Both sides pointed to the labor contract extension as an effort to avoid crippling cargo delays that impacted U.S. West Coast ports in 2014 and early 2015. One could well argue that this move was one to regain the competitive positioning of West Coast ports as the preferable ports of entry for goods originating from Asia.

Many shippers have since re-routed ocean container shipments directly to East Coast ports taking advantage of expanded Panama Canal.

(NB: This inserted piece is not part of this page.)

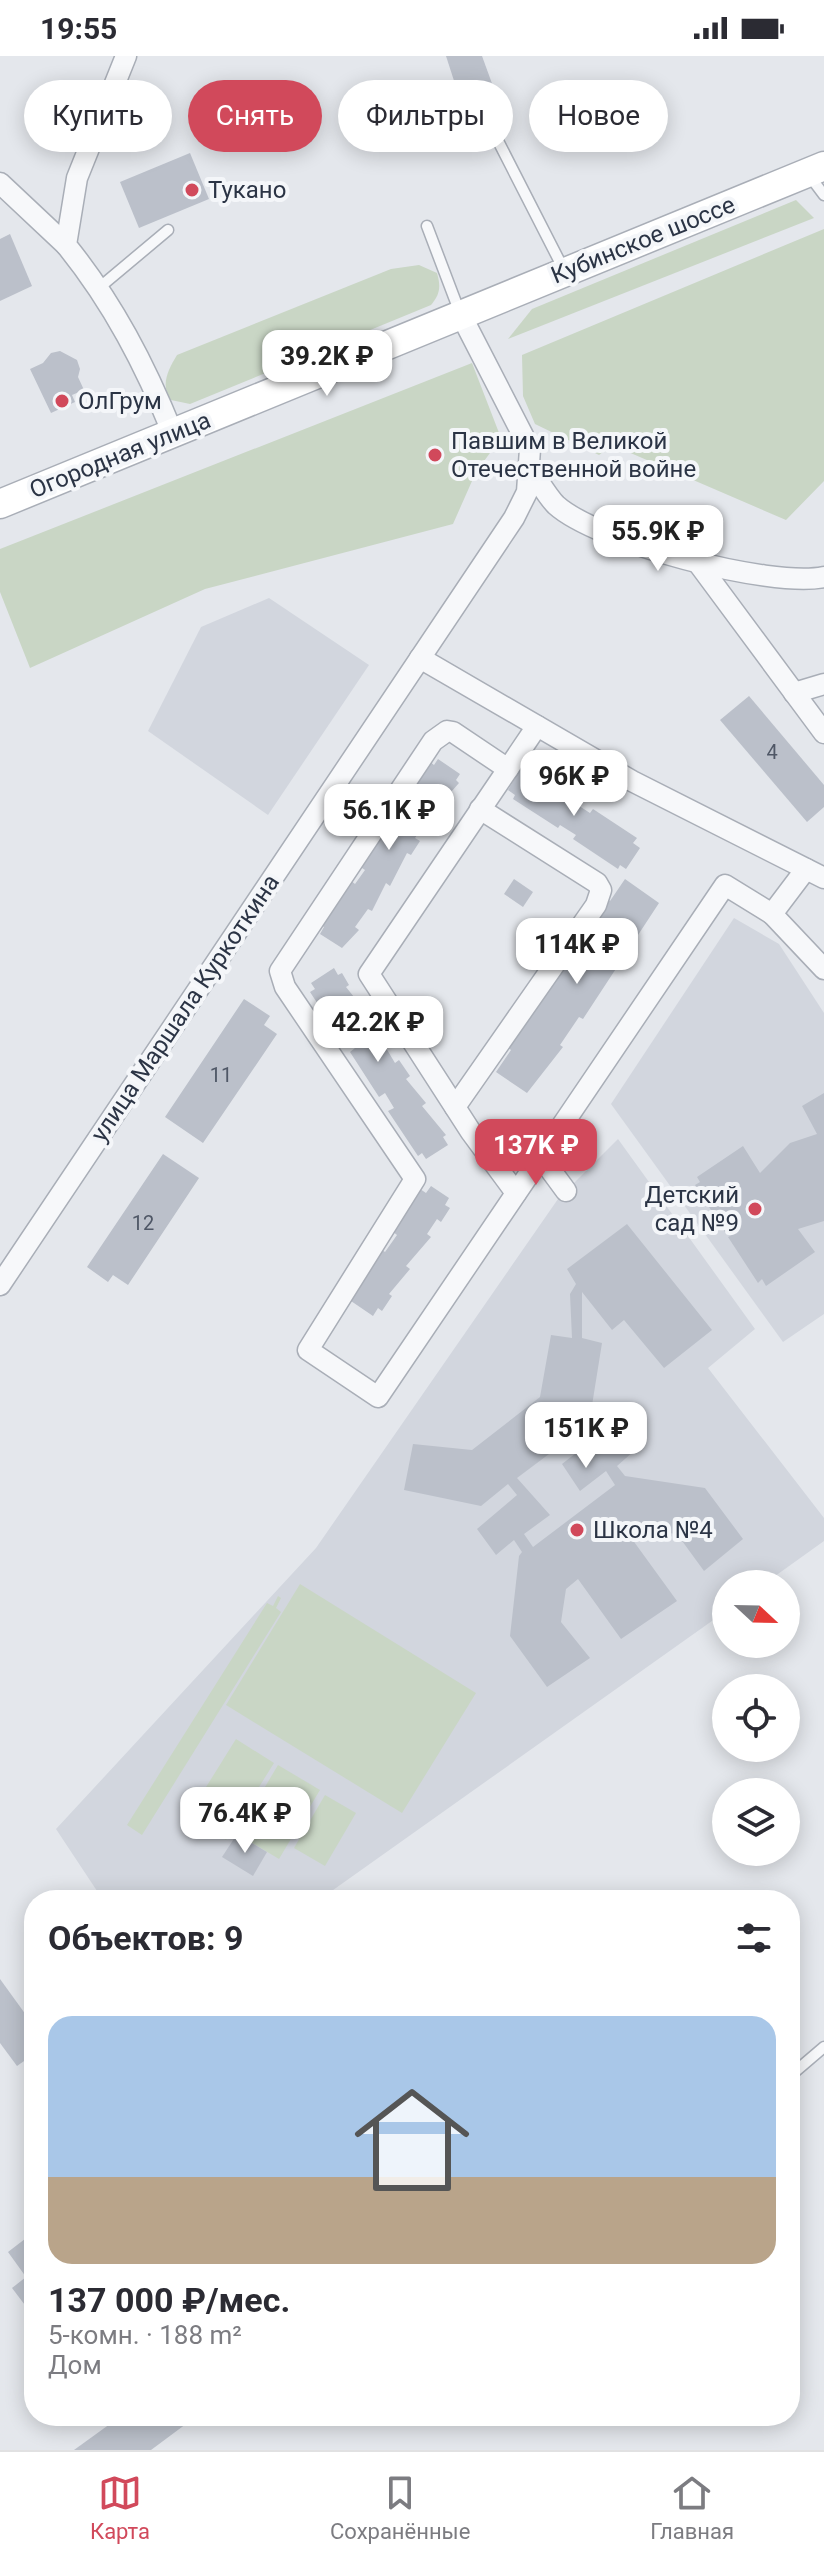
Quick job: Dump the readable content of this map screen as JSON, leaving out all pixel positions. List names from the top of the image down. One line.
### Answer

In the second quarter, East Coast ports enjoyed a 7.8 percent increase in imports vs. a reported 4.6 percent increase among West Coast ports.

The current labor agreement among many U.S. East Coast ports is set to expire about a year from today, in September of 2018. Contract renewal discussions began months ago but have yet to produce anything near an agreement.

The open question for multi-industry shippers is whether to plan for alternative continency port routings in 2018, given the prospects for contract renewal negotiations leading to some labor stoppage. Another new development has been the new capacity and routing plans implemented by the ocean line carrier networks that favor a pooling of larger capacity vessels that thus far, limit port calls on the East Coast.

For the time being, supply chain and transportation teams will be more occupied with planning related to the second-half of this year, including the upcoming holiday fulfillment period. But, come later this year and early in 2018, evaluations and decisions will have to be made regarding contingency planning for ocean container transport.

The best outcome is for those involved in East Coast port labor contract negotiations is to dedicate the remainder of this year toward resolving major bargaining issues. Obviously, there is a lot at-stake in terms of which coast assumes the bulk of import and export traffic.

 

© Copyright 2017. The Ferrari Consulting and Research Group and the Supply Chain Matters® blog. All rights reserved.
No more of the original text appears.